Survey of Labour and Income Dynamics (SLID)
Detailed information for 1999
At the heart of the survey's objectives is the understanding of the economic well-being of Canadians: what economic shifts do individuals and families live through, and how does it vary with changes in their paid work, family make-up, receipt of government transfers or other factors? The survey's longitudinal dimension makes it possible to see such concurrent and often related events.
Data release - November 6, 2001
The Survey of Labour and Income Dynamics (SLID) complements traditional survey data on labour market activity and income with an additional dimension: the changes experienced by individuals over time. At the heart of the survey's objectives is the understanding of the economic well-being of Canadians: what economic shifts do individuals and families live through, and how does it vary with changes in their paid work, family make-up, receipt of government transfers or other factors? The survey's longitudinal dimension makes it possible to see such concurrent and often related events.
SLID was the first Canadian household survey to provide national data on the fluctuations in income that a typical family or individual experiences over time which gives greater insight on the nature and extent of low income in Canada. Added to the longitudinal aspect are the "traditional" cross-sectional data: the primary Canadian source for income data and providing additional content to data collected by the Labour Force Survey (LFS).
Particularly in SLID, the focus extends from static measures (cross-sectional) to the whole range of transitions, durations, and repeat occurrences (longitudinal) of people's financial and work situations. Since their family situation, education, and demographic background may play a role, the survey has extensive information on these topics as well.

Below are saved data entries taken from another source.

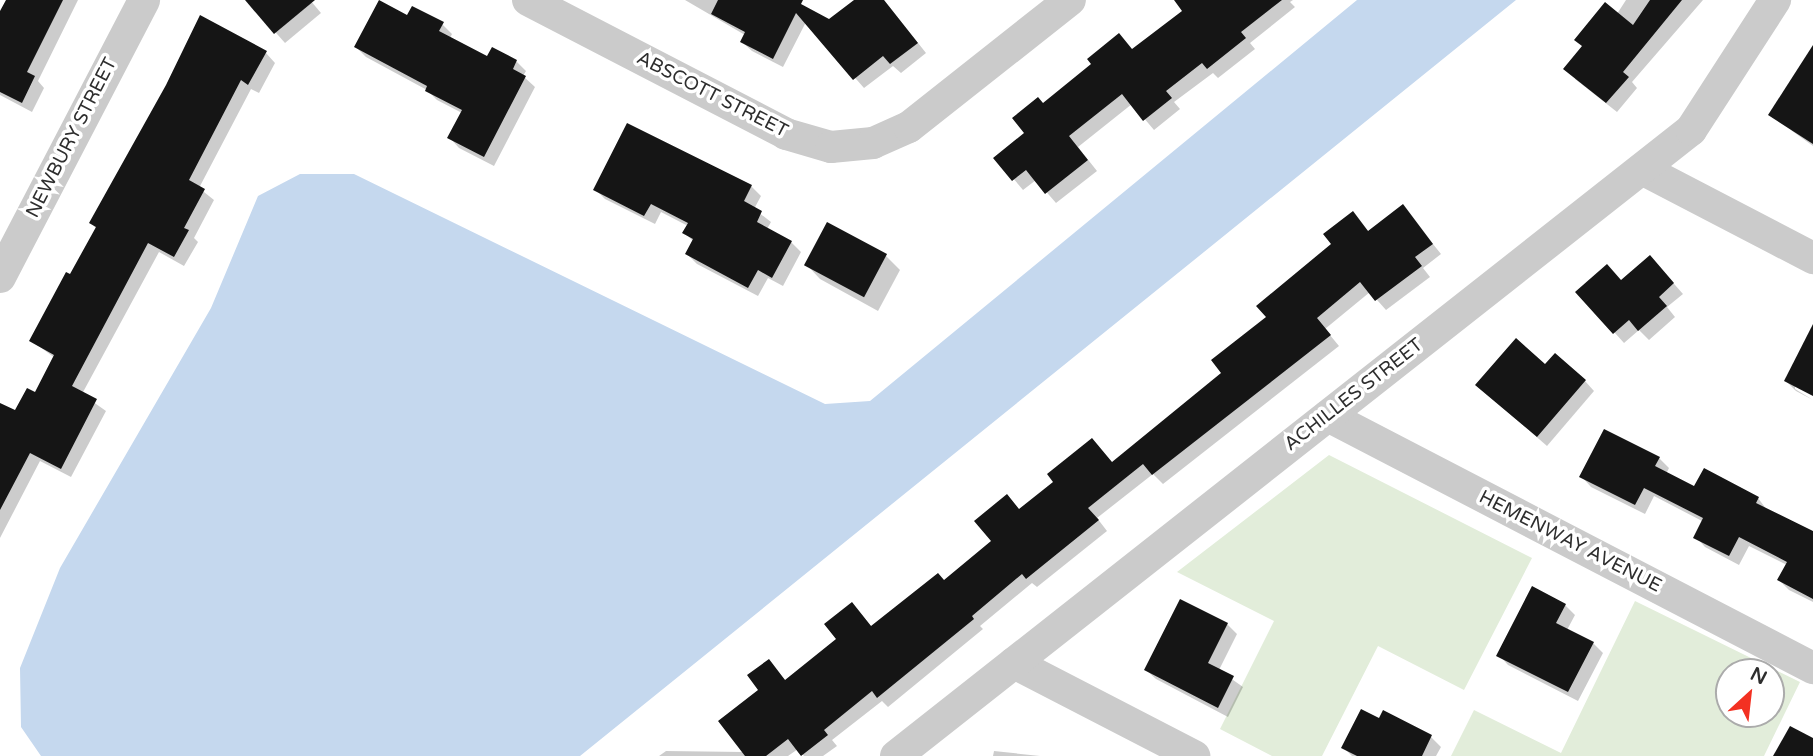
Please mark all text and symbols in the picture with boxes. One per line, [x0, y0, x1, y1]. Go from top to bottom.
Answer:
street label: ABSCOTT STREET [633, 47, 791, 143]
street label: NEWBURY STREET [22, 54, 122, 222]
street label: ACHILLES STREET [1280, 334, 1428, 456]
street label: HEMENWAY AVENUE [1475, 486, 1665, 598]
north arrow [1715, 658, 1785, 728]
text: N [1747, 663, 1770, 689]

The survey data are used by federal (Human Resources and Skills Development Canada, Finance, Canada Mortgage and Housing Corporation , etc.) and provincial departments to formulate social policies and programs. Non-government organizations, private consultant firms and academics also use SLID data to do research to support their positions and to lobby governments for social changes. Individuals and families can use the data to compare their earnings and income situations with those of similar types of family compositions.
Reference period: Calendar year
Collection period: January to mid-March
- Families, households and housing
- Household, family and personal income
- Income, pensions, spending and wealth
- Low income and inequality
Data sources and methodology
All individuals in Canada, excluding residents of the Yukon, the Northwest Territories and Nunavut, residents of institutions and persons living on Indian reserves. Overall, these exclusions amount to less than 3 percent of the population.
The questionnaire was designed for Computer-Assisted Telephone Interview, which means that as the questions were developed, the associated logical flows into and out of the questions were programmed. This included specifying the type of answer required, the minimum and maximum values, on-line edits associated with the questions and what to do in case of item non-response. The initial version of the questionnaire was focus-group tested. When applicable, questions used in other Statistics Canada surveys were implemented in SLID to improve comparability across surveys.
This is a sample survey with a cross-sectional design and a longitudinal follow-up.
The samples for SLID are selected from the monthly Labour Force Survey (LFS, record number 3701) and thus share the latter's sample design. The LFS sample is drawn from an area frame and is based on a stratified, multi-stage design that uses probability sampling. The sample is composed of six independent samples. These samples are called rotation groups because each month one sixth of the sample (or one rotation group) is replaced.
The SLID sample is composed of two panels. Each panel consists of two LFS rotation groups and includes roughly 15,000 households. A panel is surveyed for a period of six consecutive years. A new panel is introduced every three years. Thus two panels are always overlapping, resulting in a combined cross-sectional sample comparable in size to that of the Survey of Consumer Finances (see record number 3502).
Responding to this survey is voluntary.
Data are collected directly from survey respondents and extracted from administrative files.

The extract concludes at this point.